---------- Supplied information
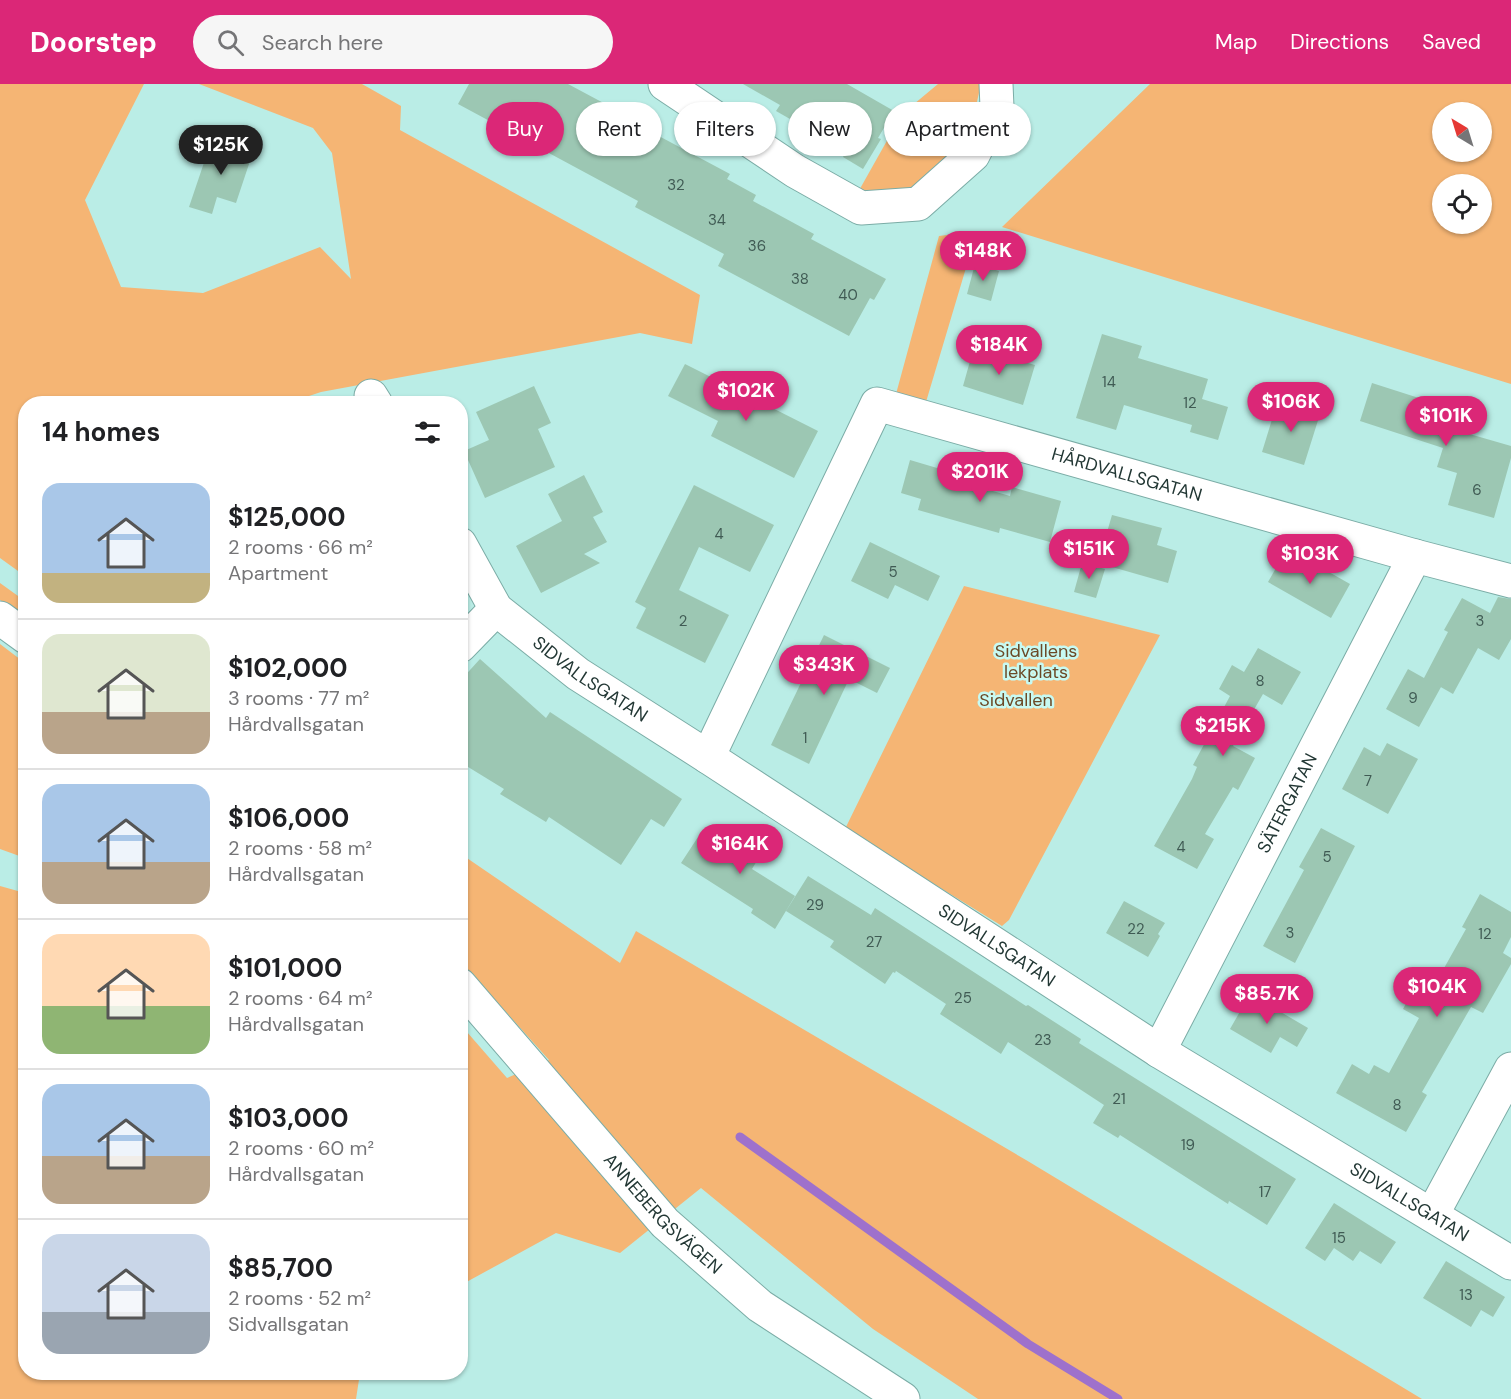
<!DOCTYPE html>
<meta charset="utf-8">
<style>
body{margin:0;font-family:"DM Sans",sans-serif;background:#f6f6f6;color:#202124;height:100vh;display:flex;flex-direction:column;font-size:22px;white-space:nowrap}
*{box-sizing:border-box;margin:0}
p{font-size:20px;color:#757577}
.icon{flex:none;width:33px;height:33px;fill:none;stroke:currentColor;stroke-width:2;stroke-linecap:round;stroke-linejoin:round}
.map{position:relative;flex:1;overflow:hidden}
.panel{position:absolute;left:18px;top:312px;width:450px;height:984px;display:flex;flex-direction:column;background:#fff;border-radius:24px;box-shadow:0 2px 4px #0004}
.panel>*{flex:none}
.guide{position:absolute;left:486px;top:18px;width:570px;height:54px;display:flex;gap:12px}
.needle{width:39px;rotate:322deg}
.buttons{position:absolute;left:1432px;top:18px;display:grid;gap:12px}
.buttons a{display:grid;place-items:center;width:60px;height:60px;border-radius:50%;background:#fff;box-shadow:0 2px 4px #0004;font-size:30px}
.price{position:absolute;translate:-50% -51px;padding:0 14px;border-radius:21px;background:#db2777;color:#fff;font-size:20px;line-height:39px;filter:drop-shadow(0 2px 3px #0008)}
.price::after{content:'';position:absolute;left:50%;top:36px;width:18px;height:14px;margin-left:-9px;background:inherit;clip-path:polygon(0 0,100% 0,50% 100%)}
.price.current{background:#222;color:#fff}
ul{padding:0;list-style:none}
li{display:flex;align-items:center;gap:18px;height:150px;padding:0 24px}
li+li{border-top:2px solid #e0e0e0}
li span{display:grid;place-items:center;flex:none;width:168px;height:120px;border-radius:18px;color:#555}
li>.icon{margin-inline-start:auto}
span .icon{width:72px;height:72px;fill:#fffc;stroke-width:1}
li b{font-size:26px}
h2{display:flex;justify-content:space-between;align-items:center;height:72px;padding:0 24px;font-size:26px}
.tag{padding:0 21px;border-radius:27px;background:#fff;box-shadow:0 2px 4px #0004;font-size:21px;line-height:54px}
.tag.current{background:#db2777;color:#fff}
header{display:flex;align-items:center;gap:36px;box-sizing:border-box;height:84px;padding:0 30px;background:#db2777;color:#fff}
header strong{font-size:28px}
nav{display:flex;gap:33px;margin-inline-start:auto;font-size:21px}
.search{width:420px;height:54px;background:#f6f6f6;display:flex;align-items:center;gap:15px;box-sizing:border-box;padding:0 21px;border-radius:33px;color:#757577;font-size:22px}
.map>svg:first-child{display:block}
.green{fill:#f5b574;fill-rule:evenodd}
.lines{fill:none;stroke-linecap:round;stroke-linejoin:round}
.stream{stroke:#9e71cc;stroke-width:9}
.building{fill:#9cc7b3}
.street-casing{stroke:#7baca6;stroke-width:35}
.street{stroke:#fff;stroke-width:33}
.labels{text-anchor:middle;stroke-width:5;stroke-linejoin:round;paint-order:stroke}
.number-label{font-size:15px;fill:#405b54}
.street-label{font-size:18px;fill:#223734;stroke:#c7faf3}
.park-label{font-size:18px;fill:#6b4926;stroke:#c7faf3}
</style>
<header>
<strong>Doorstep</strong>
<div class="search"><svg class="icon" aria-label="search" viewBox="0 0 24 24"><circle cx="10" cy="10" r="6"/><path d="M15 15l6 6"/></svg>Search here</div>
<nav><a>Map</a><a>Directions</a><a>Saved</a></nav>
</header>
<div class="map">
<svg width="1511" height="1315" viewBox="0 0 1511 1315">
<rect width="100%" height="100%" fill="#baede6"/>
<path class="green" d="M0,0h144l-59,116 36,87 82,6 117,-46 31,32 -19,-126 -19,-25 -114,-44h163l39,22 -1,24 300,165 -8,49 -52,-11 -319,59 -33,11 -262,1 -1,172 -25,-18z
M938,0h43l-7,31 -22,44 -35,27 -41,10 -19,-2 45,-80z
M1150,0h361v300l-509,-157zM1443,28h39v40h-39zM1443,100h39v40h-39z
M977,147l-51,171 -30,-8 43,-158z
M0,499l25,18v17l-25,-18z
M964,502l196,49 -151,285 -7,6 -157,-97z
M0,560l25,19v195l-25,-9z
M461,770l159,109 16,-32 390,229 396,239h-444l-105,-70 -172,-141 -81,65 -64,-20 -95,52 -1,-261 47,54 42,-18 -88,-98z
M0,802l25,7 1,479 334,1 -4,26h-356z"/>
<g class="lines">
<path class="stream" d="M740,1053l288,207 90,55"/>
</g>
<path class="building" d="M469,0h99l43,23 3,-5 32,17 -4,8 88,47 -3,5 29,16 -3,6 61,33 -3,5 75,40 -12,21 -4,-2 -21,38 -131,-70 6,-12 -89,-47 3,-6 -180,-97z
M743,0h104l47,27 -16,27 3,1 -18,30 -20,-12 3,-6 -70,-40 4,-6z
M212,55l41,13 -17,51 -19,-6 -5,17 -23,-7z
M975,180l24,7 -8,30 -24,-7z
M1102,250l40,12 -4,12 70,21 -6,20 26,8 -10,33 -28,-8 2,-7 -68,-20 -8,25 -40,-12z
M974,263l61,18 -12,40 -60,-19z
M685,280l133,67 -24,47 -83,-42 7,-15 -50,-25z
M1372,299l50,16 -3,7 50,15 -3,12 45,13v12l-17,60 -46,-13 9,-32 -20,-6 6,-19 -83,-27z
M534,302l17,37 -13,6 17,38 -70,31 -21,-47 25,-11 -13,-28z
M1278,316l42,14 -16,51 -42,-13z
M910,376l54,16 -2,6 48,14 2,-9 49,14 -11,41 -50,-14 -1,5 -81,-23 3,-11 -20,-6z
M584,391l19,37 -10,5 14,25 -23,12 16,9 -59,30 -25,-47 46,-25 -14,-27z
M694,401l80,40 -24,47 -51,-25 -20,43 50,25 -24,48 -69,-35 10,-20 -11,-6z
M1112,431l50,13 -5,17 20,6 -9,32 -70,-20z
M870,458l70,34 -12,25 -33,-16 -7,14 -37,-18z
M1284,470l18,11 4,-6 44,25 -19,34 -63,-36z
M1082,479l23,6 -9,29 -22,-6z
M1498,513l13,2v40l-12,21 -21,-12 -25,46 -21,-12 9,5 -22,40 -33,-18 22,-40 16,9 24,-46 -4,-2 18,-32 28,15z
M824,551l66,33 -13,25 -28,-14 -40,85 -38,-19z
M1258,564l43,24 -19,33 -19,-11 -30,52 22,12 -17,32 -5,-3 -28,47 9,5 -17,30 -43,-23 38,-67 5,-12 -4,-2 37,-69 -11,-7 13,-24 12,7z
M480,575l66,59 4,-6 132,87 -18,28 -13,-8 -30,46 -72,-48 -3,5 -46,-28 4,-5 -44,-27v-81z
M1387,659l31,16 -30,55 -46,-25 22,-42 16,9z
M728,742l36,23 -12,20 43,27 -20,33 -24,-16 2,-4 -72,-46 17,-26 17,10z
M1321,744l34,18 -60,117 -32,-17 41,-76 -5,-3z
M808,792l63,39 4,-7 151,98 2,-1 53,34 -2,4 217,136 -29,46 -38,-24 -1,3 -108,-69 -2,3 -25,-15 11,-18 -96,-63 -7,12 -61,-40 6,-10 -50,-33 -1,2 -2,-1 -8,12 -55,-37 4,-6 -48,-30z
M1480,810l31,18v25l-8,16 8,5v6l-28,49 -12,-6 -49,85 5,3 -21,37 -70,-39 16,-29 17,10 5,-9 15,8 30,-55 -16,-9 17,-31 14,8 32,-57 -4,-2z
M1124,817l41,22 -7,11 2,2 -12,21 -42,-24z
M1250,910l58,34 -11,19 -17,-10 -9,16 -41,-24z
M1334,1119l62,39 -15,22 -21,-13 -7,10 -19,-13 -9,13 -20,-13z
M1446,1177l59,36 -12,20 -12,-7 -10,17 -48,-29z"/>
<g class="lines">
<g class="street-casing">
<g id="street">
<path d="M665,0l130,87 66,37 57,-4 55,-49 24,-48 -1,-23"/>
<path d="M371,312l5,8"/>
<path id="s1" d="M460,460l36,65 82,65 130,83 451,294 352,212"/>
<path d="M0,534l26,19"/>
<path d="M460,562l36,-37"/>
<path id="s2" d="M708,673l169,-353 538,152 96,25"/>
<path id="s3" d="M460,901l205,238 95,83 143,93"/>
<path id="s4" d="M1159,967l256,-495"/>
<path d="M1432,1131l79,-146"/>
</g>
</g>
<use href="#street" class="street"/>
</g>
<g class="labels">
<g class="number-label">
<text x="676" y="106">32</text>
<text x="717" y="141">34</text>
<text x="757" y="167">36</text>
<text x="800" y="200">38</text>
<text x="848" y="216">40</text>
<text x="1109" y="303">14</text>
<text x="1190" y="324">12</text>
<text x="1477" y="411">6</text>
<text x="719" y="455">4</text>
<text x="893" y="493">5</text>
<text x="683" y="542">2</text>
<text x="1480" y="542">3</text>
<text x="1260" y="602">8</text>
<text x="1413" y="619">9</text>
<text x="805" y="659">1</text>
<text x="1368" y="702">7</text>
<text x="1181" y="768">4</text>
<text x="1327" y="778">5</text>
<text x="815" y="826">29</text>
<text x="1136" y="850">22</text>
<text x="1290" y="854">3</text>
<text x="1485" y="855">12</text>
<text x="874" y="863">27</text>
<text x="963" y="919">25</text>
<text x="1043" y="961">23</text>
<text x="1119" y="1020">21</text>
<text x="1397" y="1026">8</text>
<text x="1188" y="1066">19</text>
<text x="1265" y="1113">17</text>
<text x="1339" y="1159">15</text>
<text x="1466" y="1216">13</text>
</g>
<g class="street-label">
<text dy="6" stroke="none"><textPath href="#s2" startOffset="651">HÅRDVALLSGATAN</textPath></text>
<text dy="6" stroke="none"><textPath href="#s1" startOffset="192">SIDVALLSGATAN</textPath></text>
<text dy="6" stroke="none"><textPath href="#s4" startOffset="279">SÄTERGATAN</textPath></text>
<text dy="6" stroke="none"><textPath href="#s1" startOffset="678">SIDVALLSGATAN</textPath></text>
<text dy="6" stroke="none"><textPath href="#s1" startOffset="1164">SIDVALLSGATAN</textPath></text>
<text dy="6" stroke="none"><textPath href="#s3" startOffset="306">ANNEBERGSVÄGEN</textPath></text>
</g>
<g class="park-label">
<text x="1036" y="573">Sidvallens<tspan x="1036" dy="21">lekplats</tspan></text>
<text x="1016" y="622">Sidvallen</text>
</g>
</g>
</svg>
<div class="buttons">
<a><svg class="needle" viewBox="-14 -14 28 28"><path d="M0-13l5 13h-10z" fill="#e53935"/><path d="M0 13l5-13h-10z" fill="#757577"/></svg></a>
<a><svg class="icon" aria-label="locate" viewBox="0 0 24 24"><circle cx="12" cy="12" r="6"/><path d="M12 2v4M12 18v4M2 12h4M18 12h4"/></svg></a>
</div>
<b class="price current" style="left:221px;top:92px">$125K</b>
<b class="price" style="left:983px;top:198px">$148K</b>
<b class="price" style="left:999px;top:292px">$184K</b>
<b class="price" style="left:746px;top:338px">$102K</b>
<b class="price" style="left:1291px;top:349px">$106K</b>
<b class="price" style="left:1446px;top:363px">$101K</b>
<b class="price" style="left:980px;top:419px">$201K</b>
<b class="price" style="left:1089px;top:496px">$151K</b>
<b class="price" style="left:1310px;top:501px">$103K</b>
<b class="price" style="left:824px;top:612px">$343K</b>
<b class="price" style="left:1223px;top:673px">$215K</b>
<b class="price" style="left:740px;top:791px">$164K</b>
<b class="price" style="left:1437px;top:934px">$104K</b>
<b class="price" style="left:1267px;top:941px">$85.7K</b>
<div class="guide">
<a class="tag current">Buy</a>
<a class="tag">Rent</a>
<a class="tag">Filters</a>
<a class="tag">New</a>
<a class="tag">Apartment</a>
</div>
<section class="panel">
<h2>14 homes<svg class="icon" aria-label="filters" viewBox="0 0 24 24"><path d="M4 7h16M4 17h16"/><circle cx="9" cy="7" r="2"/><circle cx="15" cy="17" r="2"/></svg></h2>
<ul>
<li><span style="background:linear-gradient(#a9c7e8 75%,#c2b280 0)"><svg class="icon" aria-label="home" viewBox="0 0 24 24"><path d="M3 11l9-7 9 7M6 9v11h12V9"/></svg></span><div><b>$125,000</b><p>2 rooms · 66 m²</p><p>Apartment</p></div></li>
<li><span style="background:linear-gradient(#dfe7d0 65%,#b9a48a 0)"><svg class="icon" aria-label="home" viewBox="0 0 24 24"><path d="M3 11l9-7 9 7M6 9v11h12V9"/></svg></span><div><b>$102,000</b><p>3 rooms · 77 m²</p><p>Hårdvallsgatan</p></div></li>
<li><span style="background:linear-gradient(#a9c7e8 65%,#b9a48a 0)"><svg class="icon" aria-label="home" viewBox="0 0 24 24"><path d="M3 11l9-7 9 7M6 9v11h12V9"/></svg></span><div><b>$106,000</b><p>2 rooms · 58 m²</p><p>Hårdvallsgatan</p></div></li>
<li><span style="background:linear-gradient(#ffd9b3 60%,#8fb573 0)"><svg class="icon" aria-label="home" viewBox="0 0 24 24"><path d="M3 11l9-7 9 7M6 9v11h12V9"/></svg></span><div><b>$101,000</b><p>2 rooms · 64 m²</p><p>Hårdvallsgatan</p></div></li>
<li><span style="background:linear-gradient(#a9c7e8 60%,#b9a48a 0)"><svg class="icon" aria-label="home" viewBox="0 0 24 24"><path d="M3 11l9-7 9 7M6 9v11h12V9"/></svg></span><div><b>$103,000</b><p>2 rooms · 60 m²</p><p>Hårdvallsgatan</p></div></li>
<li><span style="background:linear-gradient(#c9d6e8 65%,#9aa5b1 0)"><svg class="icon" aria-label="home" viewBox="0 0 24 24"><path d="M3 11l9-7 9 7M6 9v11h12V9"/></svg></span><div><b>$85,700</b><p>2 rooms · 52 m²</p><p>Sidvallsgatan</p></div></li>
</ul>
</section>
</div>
--------------------
Problem statement: Go through the entries and return each line where the word "buttons" occurs.

Output for this exercise:
.buttons{position:absolute;left:1432px;top:18px;display:grid;gap:12px}
.buttons a{display:grid;place-items:center;width:60px;height:60px;border-radius:50%;background:#fff;box-shadow:0 2px 4px #0004;font-size:30px}
<div class="buttons">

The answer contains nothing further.